Second get a good seed starting mix, if you use peat pellets you don't need this, as the pellets are made of seed starting medium.
Then you want to plant your seeds plant 2 seeds per cell, peat pellet, or peat pot. For small seeds just sprinkle on top of the planting medium and lightly press into the soil do NOT bury them , larger seeds need to be pressed into the soil more, slightly below the surface. Keep moist, I spray mine with water using a spray water bottle once every other day or so, you just have to check and see what the moisture level is like, you don't want it to dry out and you don't want it too wet either as this will kill the seedlings and or cause mold. Thin seedlings out after the begin to grow, remove the smaller seedling by breaking its stem, being careful not to disturb the roots of the larger seedling, this ensures that the larger seedling will grow healthy and strong. Read your seed packets or do research in book and or online before you plant your seeds some type of plants do better directly sown outdoors, as the do not like their root systems disturbed.
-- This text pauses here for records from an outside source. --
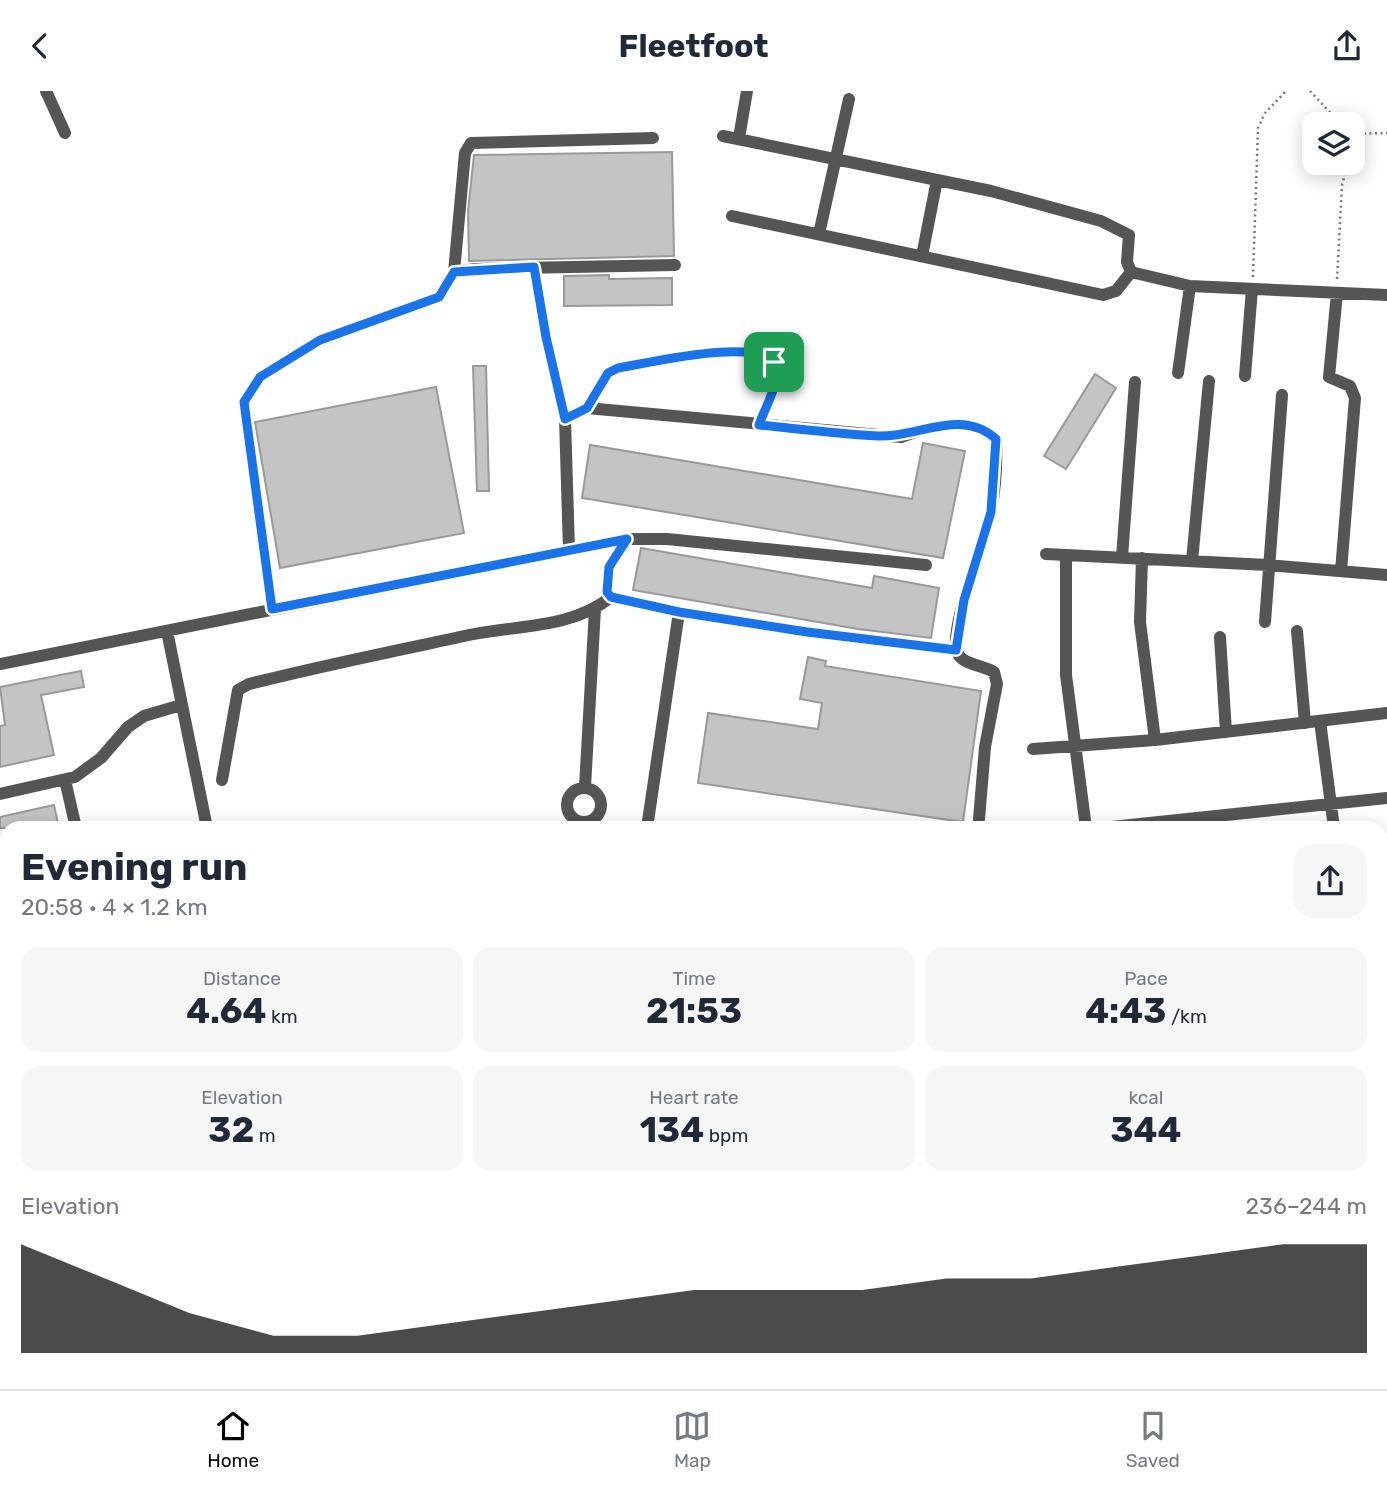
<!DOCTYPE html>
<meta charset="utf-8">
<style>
:root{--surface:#fff;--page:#f6f6f7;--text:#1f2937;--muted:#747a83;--line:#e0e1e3;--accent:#000}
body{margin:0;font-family:Rubik,sans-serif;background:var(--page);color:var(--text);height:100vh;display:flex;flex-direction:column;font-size:26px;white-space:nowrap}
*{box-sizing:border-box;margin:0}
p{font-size:23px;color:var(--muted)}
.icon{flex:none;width:38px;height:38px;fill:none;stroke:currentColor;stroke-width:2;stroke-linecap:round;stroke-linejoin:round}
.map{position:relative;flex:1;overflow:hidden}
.panel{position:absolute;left:0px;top:730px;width:1388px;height:569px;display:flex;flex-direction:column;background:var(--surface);border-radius:21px 21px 0 0;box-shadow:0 4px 18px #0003}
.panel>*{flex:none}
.tools{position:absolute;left:1302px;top:21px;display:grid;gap:14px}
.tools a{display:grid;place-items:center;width:63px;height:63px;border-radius:14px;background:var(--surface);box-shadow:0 4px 18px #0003;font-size:35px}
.pin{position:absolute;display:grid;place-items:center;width:60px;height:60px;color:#fff;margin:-30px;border-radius:14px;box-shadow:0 4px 10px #0006}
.round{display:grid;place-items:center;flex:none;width:74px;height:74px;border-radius:21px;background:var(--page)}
.head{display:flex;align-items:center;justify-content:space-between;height:119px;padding:0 21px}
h1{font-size:38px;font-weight:700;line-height:52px}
.metrics{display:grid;grid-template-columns:repeat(3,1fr);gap:10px;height:119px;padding:7px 21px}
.metrics div{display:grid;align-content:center;border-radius:18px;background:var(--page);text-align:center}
.metrics b{font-size:35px;font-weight:700}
.metrics small{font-size:19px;font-weight:400}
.metrics p{font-size:19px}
.chart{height:196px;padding:14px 21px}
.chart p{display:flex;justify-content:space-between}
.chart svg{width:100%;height:126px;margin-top:7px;fill:var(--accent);opacity:.7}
header{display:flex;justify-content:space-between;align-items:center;height:91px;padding:0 21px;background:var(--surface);font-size:32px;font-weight:700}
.menu{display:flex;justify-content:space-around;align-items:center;height:98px;border-top:2px solid var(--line);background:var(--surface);font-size:19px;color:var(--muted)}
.menu a{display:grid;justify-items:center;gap:4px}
.menu .active{color:var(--accent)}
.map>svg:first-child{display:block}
.building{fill:#c4c4c4;stroke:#999;stroke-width:2}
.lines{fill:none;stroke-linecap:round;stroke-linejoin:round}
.path{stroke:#777;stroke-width:2.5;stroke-dasharray:2 3.5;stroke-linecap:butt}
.minor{stroke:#555;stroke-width:12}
.route-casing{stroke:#fff;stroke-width:14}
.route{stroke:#1a73e8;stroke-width:9}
</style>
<header><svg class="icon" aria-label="back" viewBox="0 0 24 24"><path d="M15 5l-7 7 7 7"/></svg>Fleetfoot<svg class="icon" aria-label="share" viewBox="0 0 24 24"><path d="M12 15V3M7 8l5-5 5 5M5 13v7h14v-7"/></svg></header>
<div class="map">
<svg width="1387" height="1298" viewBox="0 0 1387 1298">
<rect width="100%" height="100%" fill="#fff"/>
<path class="building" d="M672,61l2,104 -205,5 -1,-50 6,-56z
M609,184v4l63,-1v27l-108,1v-30z
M473,275h13l3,125h-12z
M1095,283l21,14 -50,81 -22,-13z
M436,296l28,146 -184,35 -25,-146z
M923,352l42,8 -22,107 -361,-60 8,-53 322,54z
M641,457l231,40 2,-12 65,12 -8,50 -73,-9 -225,-39z
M808,566l18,4 -1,5 156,25 -18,131 -265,-39 10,-70 110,16 4,-26 -22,-4z
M81,580l3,16 -43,8 13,60 -54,12v-41l5,-1 -5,-38z
M54,714l5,23h-59v-11z"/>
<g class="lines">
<path class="path" d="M1310,0l31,33
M1353,43l34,-1
M1253,186l5,-149 7,-15 21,-22
M1337,188l5,-94 6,-22"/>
<path class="minor" d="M46,0l19,42
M723,45l268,55 110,30 28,14 -2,27 4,10
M739,47l8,-47
M732,125l371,79 13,-4 15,-19
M819,143l30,-135
M922,165l15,-76
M534,176l12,70 19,82 4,131
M454,181l11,-119 6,-10 182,-5
M1131,181l59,14 197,9
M1337,202l-8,84 21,9 5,12 -14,173
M1178,282l12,-87
M1245,285l7,-87
M587,317l21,-35 10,-5c27,-4 150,-35 158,1 3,15 -12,42 -17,56
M565,328l22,-11 314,29c30,-11 68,-22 95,2 1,23 0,47 -5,71 -5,26 -43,122 -34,142 5,13 26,13 37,20l3,12 -12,63 -6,72
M627,448l-18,28 -2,25 4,5 68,15 128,20 149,18
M1046,463l222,11 119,10
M1066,464v120l20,153
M1122,466l13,-175
M1142,467l-2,64 15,118
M1192,470l17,-180
M272,518l-28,-207 16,-25 60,-37 119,-43 15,-25 21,-3 200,-4
M1265,531l17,-227
M167,540l40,197
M1297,540l8,92
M1220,546l6,95
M0,573l627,-125h40l259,26
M1320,630l14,107
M1033,658l122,-9 232,-27
M65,689l11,48
M222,689l16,-90 11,-6c75,-19 150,-34 225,-50 47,-9 98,-6 137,-37
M585,696l10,-178
M567 714a17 17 0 1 1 34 0a17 17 0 1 1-34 0Z
M0,703l75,-17 26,-19 27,-31 16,-11 37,-11
M647,737l32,-216
M1102,737l285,-30
M1381,781h6
M1381,899l6,-16
M1381,963l6,2
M1381,1055l6,2
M1386,1154h1
M0,1224l7,-1
M1381,1271l6,-12
M517,1292l28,6
M869,1292l31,6
M1140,1292l10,6
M1328,1292l11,6
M230,1298l1,-6
M725,1298l1,-6
M1086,1298l3,-6
M1199,1298l4,-6
M1366,1298l3,-6"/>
</g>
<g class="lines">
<defs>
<path id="route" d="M534,176l12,70 19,82 22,-11 21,-35 10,-5c27,-4 150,-35 158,1 3,15 -12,41 -17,56 40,4 79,9 119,11 39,2 83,-29 118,3l-5,73 -27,88 -8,50 -149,-18 -128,-20 -68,-15 -4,-5 2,-25 18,-28 -355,70 -28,-207 16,-25 60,-37 119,-43 15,-25z"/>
</defs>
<use href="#route" class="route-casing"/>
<use href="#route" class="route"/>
</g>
</svg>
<div class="tools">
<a><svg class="icon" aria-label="layers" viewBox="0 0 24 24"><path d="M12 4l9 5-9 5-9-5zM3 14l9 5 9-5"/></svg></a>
</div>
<div class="pin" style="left:774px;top:271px;background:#1e9e55"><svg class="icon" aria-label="arrive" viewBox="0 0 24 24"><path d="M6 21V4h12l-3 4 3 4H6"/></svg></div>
<section class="panel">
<div class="head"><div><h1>Evening run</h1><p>20:58 · 4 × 1.2 km</p></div><a class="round"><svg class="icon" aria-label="share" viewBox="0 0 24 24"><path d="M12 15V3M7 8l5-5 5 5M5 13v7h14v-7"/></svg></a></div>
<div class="metrics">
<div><p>Distance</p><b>4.64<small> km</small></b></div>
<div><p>Time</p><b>21:53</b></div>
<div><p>Pace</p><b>4:43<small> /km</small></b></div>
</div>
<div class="metrics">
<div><p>Elevation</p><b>32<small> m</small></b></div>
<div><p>Heart rate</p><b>134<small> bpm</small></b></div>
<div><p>kcal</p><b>344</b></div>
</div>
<div class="chart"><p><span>Elevation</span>236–244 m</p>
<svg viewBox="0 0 160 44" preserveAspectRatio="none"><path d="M0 44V6L10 18L20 30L30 38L40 38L50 34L60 30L70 26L80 22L90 22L100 22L110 18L120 18L130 14L140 10L150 6L160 6V44z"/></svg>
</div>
</section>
</div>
<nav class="menu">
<a class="active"><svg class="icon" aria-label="home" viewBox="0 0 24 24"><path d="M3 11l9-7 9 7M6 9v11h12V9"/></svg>Home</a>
<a><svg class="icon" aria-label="map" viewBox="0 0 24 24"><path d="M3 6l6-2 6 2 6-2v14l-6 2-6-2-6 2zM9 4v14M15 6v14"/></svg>Map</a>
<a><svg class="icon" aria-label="saved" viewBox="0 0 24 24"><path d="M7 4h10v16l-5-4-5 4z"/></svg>Saved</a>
</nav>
After your seedlings are a few weeks old and the last frost has passed you can move your seedlings outdoors, harden them off by placing them outside on cloudy days or in a shady spot, this helps let the seedlings adjust to growing outdoors, and so they don't get sunburned. Then you can transplant your seedlings into the ground or a larger container, when container gardening use an appropriately sized container with good drainage, only use potting mix, do not use potting soil or garden soil as these soils are to heavy and with hold to much water killing your plants, and garden soil may contain weed seeds. With these tips you should be able to grow many healthy plants from seed. Happy Gardening

Wednesday, January 27, 2010

Garden Planning 2010/Intro

So I have been kind of planning my garden for spring. I tend to spend all winter thinking about what I should grow next year when spring rolls around. When I first started gardening I was interested mainly in flowers, but now I have decided since like last year I would dive into the world of Vegetables, which I am still learning about from books and experience. There is nothing more rewarding than growing your own food, and its very practical and economical with todays rising food prices. Plus home grown veggies taste better than most of the ones you buy at the supermarket. There is just one issue I am a busy college student I live at home. I have land I could use to plant a large vegetable garden but I just don't have time to carry water out there and weed the darn thing.
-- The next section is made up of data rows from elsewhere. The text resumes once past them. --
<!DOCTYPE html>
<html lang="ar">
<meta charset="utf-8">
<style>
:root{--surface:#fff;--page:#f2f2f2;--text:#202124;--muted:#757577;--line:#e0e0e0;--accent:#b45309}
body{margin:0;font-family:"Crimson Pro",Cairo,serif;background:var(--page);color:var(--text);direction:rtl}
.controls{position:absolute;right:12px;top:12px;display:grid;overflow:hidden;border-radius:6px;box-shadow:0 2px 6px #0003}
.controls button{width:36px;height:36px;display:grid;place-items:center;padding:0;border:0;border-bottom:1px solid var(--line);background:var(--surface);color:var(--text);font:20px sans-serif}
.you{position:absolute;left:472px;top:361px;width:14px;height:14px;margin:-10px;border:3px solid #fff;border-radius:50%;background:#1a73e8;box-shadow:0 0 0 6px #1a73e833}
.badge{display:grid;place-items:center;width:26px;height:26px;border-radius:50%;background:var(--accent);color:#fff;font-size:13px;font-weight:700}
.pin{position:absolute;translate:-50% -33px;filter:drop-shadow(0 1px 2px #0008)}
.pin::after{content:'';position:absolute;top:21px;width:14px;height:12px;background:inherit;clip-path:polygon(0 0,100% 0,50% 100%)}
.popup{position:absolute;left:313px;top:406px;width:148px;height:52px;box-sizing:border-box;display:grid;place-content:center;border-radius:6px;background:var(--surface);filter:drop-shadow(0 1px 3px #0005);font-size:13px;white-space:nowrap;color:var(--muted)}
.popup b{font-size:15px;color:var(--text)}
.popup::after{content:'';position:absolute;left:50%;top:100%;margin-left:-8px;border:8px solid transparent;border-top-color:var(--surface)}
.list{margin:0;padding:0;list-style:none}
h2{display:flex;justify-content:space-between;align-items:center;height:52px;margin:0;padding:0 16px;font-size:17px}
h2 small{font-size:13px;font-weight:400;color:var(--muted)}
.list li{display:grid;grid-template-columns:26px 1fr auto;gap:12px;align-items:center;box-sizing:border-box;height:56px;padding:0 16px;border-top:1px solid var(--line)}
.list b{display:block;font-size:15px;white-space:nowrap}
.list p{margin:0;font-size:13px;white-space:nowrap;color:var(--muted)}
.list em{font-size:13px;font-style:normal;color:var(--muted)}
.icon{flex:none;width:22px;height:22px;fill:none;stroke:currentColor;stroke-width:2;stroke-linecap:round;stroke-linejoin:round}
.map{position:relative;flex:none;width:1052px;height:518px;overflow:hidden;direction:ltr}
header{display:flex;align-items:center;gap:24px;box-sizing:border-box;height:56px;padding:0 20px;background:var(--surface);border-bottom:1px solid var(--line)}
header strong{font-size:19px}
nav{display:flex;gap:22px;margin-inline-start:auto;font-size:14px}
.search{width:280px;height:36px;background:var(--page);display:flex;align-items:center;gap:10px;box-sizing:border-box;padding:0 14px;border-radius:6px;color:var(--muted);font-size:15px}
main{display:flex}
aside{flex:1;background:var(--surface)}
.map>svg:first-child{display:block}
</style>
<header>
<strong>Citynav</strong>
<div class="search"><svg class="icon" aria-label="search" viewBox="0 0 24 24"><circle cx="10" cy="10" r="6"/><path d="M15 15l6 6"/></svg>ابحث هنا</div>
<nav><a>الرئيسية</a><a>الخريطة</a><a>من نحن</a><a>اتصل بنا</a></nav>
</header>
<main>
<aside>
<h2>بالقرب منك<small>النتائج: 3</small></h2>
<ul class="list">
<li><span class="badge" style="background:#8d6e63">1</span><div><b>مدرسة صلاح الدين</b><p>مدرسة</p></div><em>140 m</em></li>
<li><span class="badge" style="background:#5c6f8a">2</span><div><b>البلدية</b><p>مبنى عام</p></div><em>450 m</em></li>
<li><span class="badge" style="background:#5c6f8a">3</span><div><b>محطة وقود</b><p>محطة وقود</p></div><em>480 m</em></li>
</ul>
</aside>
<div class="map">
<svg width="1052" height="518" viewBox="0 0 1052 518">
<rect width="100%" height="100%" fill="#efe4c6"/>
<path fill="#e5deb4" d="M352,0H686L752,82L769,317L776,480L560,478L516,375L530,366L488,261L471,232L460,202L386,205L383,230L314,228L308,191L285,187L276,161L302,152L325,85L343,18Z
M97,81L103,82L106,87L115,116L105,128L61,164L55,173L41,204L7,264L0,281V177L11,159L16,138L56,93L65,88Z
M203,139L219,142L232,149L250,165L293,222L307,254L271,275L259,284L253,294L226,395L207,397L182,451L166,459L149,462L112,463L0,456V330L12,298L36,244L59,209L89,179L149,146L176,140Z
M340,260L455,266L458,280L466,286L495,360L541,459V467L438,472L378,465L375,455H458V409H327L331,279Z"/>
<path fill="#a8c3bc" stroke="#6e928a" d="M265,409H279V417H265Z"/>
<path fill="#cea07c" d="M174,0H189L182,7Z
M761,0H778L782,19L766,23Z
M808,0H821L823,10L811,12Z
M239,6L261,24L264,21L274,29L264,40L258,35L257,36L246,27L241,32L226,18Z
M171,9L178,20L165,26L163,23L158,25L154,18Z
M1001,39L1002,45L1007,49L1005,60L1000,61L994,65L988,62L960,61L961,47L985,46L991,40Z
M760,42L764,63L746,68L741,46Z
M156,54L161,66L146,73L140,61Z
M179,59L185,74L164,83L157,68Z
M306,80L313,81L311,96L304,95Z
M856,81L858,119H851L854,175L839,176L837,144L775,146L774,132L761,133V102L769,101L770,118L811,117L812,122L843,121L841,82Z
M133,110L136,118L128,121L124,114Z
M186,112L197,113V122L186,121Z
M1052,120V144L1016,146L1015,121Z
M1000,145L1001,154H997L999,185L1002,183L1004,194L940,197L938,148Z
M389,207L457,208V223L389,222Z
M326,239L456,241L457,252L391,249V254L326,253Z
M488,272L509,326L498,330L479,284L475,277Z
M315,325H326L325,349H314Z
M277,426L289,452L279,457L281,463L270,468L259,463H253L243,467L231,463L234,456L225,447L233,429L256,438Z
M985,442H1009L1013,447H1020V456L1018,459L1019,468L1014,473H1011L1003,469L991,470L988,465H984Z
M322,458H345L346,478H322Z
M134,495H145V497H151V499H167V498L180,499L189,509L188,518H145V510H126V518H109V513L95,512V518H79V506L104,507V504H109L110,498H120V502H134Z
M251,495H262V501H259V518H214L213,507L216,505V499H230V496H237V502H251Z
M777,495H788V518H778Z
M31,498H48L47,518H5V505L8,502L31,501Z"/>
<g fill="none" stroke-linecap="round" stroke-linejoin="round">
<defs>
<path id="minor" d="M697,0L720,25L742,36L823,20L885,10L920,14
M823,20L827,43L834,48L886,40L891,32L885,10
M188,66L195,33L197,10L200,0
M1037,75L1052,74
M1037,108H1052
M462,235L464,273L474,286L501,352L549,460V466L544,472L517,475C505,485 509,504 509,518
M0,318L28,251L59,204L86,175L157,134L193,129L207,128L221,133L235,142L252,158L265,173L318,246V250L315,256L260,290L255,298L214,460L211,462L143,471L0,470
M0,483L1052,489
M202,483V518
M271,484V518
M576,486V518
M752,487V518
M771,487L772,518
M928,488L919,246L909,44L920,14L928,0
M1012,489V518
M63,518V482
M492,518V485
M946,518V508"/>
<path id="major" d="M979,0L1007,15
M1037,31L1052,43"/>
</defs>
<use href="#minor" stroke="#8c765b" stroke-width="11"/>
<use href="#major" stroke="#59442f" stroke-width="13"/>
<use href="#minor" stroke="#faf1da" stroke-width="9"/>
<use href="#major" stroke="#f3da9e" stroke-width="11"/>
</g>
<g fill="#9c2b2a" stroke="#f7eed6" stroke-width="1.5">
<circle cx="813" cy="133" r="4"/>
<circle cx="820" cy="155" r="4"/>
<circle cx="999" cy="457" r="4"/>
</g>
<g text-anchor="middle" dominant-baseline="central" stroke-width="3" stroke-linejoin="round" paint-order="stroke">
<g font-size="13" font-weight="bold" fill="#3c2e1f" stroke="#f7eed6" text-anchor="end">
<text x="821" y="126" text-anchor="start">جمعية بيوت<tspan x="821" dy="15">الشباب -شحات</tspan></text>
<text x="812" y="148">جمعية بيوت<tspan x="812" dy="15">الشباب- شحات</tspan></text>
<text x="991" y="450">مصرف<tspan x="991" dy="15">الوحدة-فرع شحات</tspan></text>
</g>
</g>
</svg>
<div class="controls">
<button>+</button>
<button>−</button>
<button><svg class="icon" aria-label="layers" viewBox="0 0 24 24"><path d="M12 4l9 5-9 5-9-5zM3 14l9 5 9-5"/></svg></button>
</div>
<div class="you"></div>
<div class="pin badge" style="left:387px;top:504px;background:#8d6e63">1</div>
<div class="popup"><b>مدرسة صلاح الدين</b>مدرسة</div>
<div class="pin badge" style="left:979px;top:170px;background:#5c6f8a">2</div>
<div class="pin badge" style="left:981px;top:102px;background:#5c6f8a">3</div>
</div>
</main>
To combat these issues iv decided I will grow all my veggies in large pots. I have had some luck so far, in 2009 I grew eggplants, tomatoes, cucumbers, and zucchini. All grew fairly well in large pots, the zucchini however produced 2 zukes then the damn thing died, mainly due to the heat, and a bad infestation of squash bugs, and borers. I sprayed it but still within a few days the bugs were back. I don't have good luck with squash. I plan on this year using larger containers that will hold more water. I have seen some ideas on the net for making large self-watering containers out of rubbermaid storage bins. I will probably try this, and I hope I will get more production. This year I plan on growing zucchini, tomatoes, eggplant, cucumbers, radishes, lettuce, and maybe carrots. I am also going to try to grow broccoli I have never tried growing broccoli before, so that should be fun.
Anyway I will keep you updated on my garden and its progress. I plant on starting some seeds toward the end of February so watch for updates.